They have three years of past information about the sitting president, so they can better predict what will happen if the incumbent is reelected. That makes it difficult for the president to mislead the electorate. Voters also want a future that is prosperous. Not only should the economy look good, but citizens want to know they will do well in that economy.[14]
For this reason, daily public approval polls sometimes act as both a referendum of the president and a predictor of success.
PUBLIC OPINION AND GOVERNMENT
The relationship between public opinion polls and government action is murkier than that between polls and elections. Like the news media and campaign staffers, members of the three branches of government are aware of public opinion. But do politicians use public opinion polls to guide their decisions and actions?

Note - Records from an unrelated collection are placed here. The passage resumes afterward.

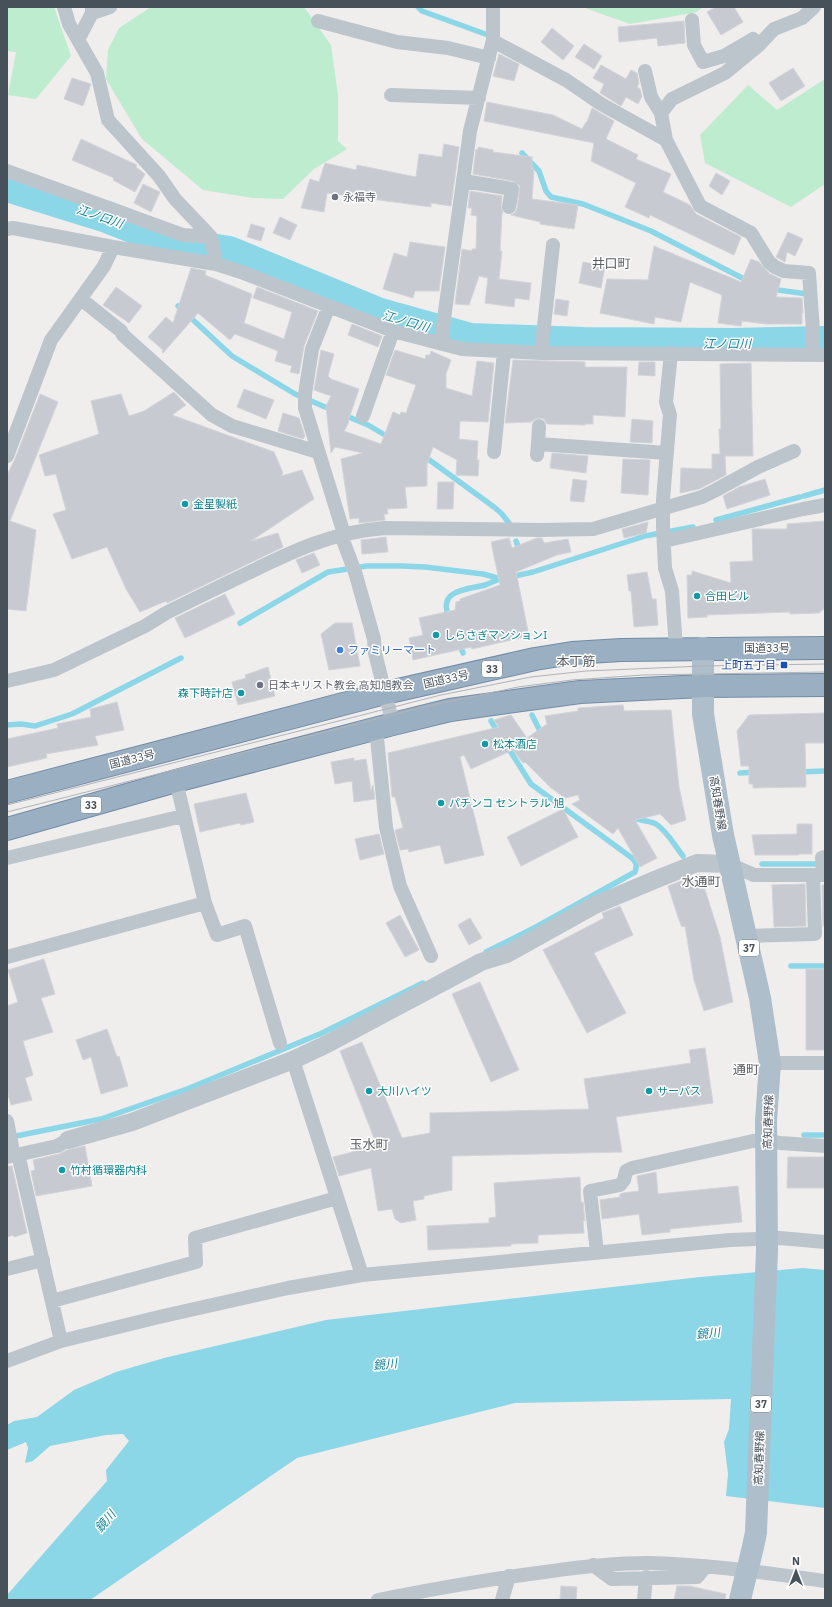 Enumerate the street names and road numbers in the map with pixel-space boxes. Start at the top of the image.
street label: 国道33号 [744,641,790,655]
road number: 33 [482,661,502,677]
street label: 国道33号 [422,667,470,691]
street label: 国道33号 [108,747,156,771]
street label: 高知春野線 [707,775,729,831]
road number: 33 [81,797,101,813]
road number: 37 [739,940,759,956]
street label: 高知春野線 [760,1094,776,1150]
road number: 37 [751,1396,771,1412]
street label: 高知春野線 [751,1430,767,1486] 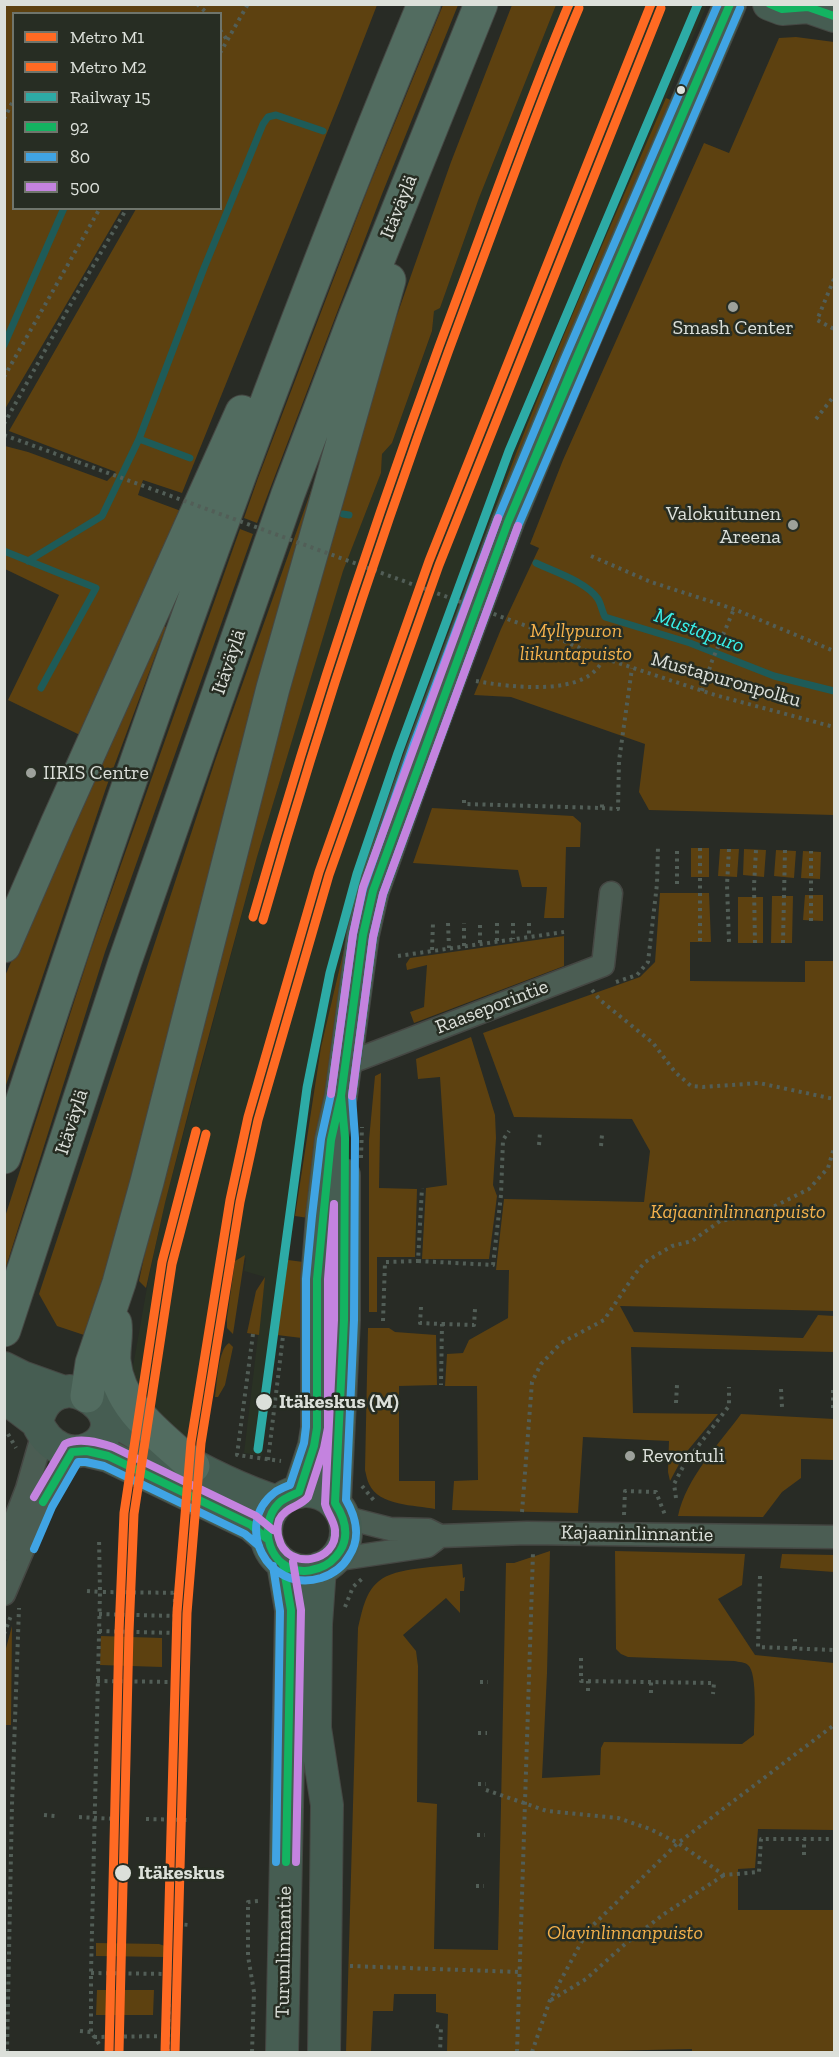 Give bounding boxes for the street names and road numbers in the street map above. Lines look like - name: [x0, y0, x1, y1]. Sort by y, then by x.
- street label: Itäväylä: [375, 171, 423, 243]
- street label: Itäväylä: [207, 626, 251, 698]
- street label: Mustapuronpolku: [648, 647, 804, 713]
- street label: Raaseporintie: [432, 974, 552, 1040]
- street label: Itäväylä: [50, 1086, 94, 1158]
- street label: Kajaaninlinnantie: [560, 1521, 714, 1547]
- street label: Turunlinnantie: [271, 1886, 297, 2018] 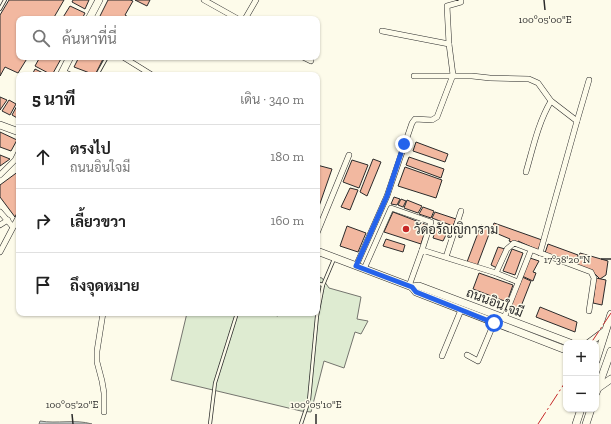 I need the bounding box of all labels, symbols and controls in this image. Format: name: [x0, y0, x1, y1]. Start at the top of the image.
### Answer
text: 100°05'00"E: [518, 14, 572, 26]
search box: [16, 16, 320, 60]
icon: search: [30, 27, 52, 49]
text: ค้นหาที่นี่: [62, 30, 117, 48]
text: 5 นาที: [32, 89, 75, 109]
text: เดิน · 340 m: [240, 92, 304, 107]
route end: [395, 135, 413, 153]
text: ตรงไป: [70, 140, 111, 158]
icon: ahead: [32, 146, 54, 168]
text: 180 m: [270, 149, 304, 164]
text: ถนนอินใจมี: [70, 160, 130, 175]
icon: right: [32, 210, 54, 232]
text: เลี้ยวขวา: [70, 213, 126, 231]
text: 160 m: [270, 213, 304, 228]
place label: วัดอรัญญิการาม: [414, 221, 498, 238]
marker: วัดอรัญญิการาม: [401, 224, 411, 234]
text: 17°38'20"N: [544, 254, 591, 266]
icon: arrive: [32, 274, 54, 296]
text: ถึงจุดหมาย: [70, 277, 140, 295]
street label: ถนนอินใจมี: [464, 283, 526, 320]
route start: [485, 314, 503, 332]
map controls: [563, 340, 599, 412]
button: +: [563, 340, 599, 376]
button: −: [563, 376, 599, 412]
text: 100°05'20"E: [46, 399, 98, 411]
text: 100°05'10"E: [290, 399, 342, 411] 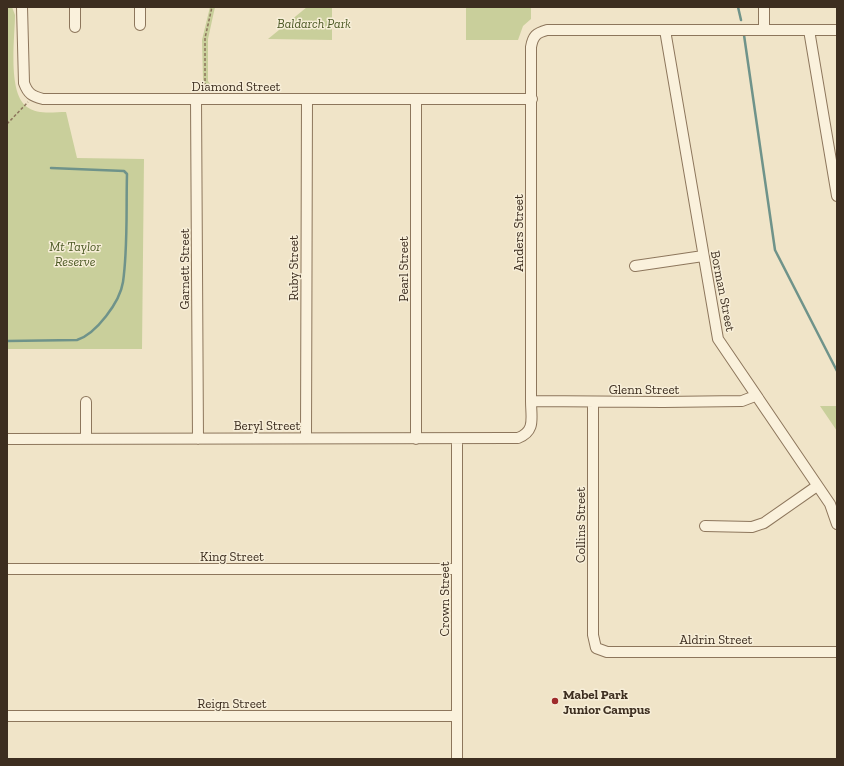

The short answer is “sometimes.” The public is not perfectly informed about politics, so politicians realize public opinion may not always be the right choice. Yet many political studies, from the American Voter in the 1920s to the American Voter Revisited in the 2000s, have found that voters behave rationally despite having limited information. Individual citizens do not take the time to become fully informed about all aspects of politics, yet their collective behavior and the opinions they hold as a group make sense. They appear to be informed just enough, using preferences like their political ideology and party membership, to make decisions and hold politicians accountable during an election year.
Overall, the collective public opinion of a country changes over time, even if party membership or ideology does not change dramatically. As James Stimson’s prominent study found, the public’s mood, or collective opinion, can become more or less liberal from decade to decade. While the initial study on public mood revealed that the economy has a profound effect on American opinion,[15] further studies have gone beyond to determine whether public opinion, and its relative liberalness, in turn affect politicians and institutions. This idea does not argue that opinion never affects policy directly, rather that collective opinion also affects the politician’s decisions on policy.[16]
Individually, of course, politicians cannot predict what will happen in the future or who will oppose them in the next few elections. They can look to see where the public is in agreement as a body. If public mood changes, the politicians may change positions to match the public mood. The more savvy politicians look carefully to recognize when shifts occur. When the public is more or less liberal, the politicians may make slight adjustments to their behavior to match. Politicians who frequently seek to win office, like House members, will pay attention to the long- and short-term changes in opinion. By doing this, they will be less likely to lose on Election Day.[17]
Presidents and justices, on the other hand, present a more complex picture.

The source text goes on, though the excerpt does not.